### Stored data
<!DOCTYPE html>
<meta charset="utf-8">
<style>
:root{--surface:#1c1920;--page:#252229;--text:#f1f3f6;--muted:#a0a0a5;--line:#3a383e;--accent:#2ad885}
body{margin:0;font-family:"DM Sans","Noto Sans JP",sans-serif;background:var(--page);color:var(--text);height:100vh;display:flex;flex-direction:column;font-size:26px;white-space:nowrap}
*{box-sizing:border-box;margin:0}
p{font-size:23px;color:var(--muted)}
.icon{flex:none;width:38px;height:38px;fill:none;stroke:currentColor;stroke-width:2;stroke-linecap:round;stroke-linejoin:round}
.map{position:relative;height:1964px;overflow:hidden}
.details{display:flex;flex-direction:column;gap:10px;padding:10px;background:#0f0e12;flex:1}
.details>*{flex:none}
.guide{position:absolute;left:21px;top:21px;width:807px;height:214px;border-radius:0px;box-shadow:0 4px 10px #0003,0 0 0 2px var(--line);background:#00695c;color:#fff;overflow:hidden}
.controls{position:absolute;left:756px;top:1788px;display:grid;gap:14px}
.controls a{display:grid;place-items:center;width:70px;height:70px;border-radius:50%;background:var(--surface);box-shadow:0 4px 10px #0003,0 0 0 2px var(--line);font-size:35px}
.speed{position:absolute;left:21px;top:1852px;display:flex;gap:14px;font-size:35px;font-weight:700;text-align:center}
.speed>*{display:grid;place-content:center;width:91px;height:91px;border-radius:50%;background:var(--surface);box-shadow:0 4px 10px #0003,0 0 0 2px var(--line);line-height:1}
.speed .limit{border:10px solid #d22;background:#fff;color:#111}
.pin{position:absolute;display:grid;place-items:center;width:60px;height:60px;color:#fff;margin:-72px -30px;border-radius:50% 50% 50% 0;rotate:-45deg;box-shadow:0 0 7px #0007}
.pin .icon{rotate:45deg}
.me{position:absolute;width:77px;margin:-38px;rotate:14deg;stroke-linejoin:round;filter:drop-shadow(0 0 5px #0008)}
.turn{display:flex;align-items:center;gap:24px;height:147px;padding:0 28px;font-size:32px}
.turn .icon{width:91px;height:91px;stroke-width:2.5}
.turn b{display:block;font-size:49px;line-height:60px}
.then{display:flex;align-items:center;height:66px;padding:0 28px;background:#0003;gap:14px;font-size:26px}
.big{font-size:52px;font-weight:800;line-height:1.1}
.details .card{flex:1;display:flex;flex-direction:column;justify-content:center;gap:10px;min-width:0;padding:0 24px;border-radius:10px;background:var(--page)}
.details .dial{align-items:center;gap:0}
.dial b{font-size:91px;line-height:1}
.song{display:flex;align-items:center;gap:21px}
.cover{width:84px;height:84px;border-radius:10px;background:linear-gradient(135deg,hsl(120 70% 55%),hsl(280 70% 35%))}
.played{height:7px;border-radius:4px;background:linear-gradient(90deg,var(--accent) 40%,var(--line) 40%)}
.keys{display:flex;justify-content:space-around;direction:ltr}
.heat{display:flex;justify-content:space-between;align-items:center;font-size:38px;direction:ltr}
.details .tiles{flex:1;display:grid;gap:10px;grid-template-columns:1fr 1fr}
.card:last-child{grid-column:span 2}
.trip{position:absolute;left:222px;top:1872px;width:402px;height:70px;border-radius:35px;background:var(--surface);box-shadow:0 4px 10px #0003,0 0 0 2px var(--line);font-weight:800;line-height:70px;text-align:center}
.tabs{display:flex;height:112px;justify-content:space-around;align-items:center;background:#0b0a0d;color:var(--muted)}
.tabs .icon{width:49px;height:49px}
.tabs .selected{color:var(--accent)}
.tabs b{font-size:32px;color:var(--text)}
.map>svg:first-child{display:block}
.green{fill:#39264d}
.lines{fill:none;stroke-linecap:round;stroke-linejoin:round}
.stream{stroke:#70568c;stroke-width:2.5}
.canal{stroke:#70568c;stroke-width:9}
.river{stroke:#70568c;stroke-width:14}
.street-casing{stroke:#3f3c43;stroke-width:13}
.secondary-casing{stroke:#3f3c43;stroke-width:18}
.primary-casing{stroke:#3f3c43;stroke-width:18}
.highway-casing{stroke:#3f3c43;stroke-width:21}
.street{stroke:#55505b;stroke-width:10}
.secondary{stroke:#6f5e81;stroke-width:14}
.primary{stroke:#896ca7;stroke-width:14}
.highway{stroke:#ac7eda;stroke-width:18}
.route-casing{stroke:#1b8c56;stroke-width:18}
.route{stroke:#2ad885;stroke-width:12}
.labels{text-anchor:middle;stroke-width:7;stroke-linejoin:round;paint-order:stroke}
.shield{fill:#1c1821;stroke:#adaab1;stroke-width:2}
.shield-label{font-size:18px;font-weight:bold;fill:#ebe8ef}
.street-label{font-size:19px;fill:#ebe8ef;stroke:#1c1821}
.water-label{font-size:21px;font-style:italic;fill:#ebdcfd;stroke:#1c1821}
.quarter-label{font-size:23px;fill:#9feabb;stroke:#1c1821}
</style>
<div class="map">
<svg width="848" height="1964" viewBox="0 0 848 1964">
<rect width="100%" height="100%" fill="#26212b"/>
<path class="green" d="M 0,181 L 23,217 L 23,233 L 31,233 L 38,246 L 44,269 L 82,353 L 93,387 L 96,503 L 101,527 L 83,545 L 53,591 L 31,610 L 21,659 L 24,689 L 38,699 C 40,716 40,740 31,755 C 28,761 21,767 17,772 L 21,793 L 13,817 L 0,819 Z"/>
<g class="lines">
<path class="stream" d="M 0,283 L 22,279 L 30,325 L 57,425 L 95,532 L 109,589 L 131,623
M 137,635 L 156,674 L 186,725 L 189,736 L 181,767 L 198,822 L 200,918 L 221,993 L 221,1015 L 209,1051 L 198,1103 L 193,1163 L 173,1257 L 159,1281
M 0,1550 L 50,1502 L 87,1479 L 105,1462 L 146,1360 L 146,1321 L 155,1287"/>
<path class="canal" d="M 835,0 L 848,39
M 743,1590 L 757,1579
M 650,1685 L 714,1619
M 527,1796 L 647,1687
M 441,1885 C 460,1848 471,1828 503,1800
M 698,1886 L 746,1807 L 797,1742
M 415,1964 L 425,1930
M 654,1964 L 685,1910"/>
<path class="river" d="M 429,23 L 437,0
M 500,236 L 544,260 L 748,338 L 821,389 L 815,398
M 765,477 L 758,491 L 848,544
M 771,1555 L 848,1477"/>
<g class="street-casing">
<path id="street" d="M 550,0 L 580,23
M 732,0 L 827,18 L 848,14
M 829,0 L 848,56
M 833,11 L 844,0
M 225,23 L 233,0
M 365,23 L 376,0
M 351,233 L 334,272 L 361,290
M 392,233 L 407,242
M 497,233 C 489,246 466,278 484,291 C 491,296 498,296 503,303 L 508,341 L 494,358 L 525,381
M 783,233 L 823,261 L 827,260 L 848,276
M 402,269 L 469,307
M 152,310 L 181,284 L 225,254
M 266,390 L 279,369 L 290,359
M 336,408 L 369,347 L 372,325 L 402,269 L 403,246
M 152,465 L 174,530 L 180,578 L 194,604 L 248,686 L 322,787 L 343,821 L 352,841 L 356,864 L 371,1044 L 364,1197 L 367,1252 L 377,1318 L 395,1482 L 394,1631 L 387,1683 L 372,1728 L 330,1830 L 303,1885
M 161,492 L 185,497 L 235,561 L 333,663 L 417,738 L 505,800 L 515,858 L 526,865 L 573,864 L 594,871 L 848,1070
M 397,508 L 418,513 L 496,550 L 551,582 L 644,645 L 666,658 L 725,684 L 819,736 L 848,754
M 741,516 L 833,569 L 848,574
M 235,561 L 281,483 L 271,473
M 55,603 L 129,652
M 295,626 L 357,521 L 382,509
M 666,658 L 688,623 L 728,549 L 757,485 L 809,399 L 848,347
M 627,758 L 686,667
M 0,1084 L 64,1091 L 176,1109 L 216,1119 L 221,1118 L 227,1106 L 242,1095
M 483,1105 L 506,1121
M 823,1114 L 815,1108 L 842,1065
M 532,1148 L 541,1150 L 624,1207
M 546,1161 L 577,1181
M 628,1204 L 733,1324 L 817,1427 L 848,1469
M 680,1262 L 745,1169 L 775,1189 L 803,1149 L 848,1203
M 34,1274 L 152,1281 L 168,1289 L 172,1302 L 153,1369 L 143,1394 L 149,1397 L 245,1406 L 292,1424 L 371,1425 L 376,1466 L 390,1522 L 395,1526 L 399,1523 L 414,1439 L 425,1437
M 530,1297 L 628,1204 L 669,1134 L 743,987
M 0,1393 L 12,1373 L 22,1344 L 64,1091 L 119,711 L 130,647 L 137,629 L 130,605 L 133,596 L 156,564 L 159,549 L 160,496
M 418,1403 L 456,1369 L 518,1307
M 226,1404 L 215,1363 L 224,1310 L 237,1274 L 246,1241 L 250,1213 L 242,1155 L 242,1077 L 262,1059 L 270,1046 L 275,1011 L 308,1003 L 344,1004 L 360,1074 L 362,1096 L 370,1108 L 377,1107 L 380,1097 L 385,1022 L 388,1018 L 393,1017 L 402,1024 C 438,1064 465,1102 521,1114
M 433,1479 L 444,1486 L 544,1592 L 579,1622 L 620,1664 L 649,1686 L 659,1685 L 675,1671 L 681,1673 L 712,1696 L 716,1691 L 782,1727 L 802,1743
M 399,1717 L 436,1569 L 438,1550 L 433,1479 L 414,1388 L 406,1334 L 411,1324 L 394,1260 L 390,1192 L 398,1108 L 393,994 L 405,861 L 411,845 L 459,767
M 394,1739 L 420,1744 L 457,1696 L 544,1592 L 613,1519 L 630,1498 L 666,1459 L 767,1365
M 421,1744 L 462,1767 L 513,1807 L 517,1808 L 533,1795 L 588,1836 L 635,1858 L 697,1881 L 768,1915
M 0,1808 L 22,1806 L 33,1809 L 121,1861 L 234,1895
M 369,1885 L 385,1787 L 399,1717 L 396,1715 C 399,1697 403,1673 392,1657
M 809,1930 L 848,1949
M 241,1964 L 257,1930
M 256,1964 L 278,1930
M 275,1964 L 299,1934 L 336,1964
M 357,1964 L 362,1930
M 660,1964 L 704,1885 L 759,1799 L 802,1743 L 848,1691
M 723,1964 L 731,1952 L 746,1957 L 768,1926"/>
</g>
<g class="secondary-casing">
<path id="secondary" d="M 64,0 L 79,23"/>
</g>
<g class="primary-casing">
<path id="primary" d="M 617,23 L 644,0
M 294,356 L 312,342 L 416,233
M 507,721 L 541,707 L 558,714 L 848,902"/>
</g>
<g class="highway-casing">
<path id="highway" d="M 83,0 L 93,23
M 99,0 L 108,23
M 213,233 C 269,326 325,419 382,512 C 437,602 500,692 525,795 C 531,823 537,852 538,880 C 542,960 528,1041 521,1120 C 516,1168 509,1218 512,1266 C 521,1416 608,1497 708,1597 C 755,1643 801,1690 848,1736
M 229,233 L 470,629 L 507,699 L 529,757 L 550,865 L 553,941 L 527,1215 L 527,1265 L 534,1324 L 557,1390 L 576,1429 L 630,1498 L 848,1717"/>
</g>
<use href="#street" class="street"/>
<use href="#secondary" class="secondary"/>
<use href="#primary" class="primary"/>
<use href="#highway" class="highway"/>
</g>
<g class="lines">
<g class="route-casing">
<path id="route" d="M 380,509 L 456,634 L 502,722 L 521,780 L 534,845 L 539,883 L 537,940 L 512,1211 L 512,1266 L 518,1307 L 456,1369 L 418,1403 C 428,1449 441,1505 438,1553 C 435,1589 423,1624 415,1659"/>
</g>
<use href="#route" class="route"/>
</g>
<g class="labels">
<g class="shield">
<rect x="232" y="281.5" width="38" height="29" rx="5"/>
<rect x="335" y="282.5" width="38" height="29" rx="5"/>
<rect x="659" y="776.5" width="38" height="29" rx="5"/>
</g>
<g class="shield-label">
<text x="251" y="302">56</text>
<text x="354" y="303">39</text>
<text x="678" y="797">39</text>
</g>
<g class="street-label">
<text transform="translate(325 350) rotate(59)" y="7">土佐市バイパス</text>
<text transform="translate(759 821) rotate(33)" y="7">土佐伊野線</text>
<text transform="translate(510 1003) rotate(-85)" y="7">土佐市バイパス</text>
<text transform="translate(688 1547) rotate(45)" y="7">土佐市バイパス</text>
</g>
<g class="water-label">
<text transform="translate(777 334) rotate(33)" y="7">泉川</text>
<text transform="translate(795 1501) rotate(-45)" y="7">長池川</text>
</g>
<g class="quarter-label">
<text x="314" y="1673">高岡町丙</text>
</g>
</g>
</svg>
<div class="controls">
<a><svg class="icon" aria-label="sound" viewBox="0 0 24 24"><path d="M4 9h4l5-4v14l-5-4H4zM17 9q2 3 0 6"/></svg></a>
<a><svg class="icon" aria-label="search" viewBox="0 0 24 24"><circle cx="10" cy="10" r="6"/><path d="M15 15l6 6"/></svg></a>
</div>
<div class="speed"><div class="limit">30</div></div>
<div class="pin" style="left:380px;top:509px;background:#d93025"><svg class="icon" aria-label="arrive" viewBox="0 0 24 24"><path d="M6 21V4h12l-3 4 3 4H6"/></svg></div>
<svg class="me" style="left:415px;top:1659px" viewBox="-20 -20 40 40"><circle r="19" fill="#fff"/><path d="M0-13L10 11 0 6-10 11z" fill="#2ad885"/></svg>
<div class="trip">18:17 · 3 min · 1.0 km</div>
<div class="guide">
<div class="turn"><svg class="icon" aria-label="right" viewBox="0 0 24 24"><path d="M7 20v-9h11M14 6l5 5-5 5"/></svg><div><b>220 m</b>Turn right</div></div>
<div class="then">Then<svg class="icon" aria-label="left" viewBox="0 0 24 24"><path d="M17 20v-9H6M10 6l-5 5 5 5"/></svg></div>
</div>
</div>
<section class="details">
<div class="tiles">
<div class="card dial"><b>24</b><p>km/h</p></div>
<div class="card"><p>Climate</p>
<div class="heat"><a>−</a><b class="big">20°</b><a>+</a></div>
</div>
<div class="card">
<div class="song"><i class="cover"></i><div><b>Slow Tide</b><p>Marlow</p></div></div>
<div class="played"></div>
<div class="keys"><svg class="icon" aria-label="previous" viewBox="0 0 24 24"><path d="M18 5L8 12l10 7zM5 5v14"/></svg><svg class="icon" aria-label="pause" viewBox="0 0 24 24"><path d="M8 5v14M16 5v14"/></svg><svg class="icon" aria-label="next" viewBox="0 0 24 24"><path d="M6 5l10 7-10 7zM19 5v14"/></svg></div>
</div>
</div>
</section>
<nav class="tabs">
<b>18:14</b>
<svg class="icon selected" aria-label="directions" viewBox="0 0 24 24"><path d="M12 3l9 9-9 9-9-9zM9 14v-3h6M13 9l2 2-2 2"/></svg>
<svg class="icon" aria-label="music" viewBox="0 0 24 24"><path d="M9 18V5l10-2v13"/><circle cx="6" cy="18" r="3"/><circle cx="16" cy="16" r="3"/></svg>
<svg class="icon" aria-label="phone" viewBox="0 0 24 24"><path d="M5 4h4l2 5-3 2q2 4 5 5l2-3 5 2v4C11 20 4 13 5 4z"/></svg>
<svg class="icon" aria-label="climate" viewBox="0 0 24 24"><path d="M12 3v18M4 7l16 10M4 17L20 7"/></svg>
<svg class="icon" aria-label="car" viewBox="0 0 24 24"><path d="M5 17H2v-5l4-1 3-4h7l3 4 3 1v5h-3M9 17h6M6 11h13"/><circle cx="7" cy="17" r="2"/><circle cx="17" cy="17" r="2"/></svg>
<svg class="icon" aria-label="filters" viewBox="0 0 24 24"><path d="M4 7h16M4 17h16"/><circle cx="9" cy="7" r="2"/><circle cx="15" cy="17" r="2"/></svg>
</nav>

### Work required
The lines to show are those in the data above that include "speed".

### Response below
.speed{position:absolute;left:21px;top:1852px;display:flex;gap:14px;font-size:35px;font-weight:700;text-align:center}
.speed>*{display:grid;place-content:center;width:91px;height:91px;border-radius:50%;background:var(--surface);box-shadow:0 4px 10px #0003,0 0 0 2px var(--line);line-height:1}
.speed .limit{border:10px solid #d22;background:#fff;color:#111}
<div class="speed"><div class="limit">30</div></div>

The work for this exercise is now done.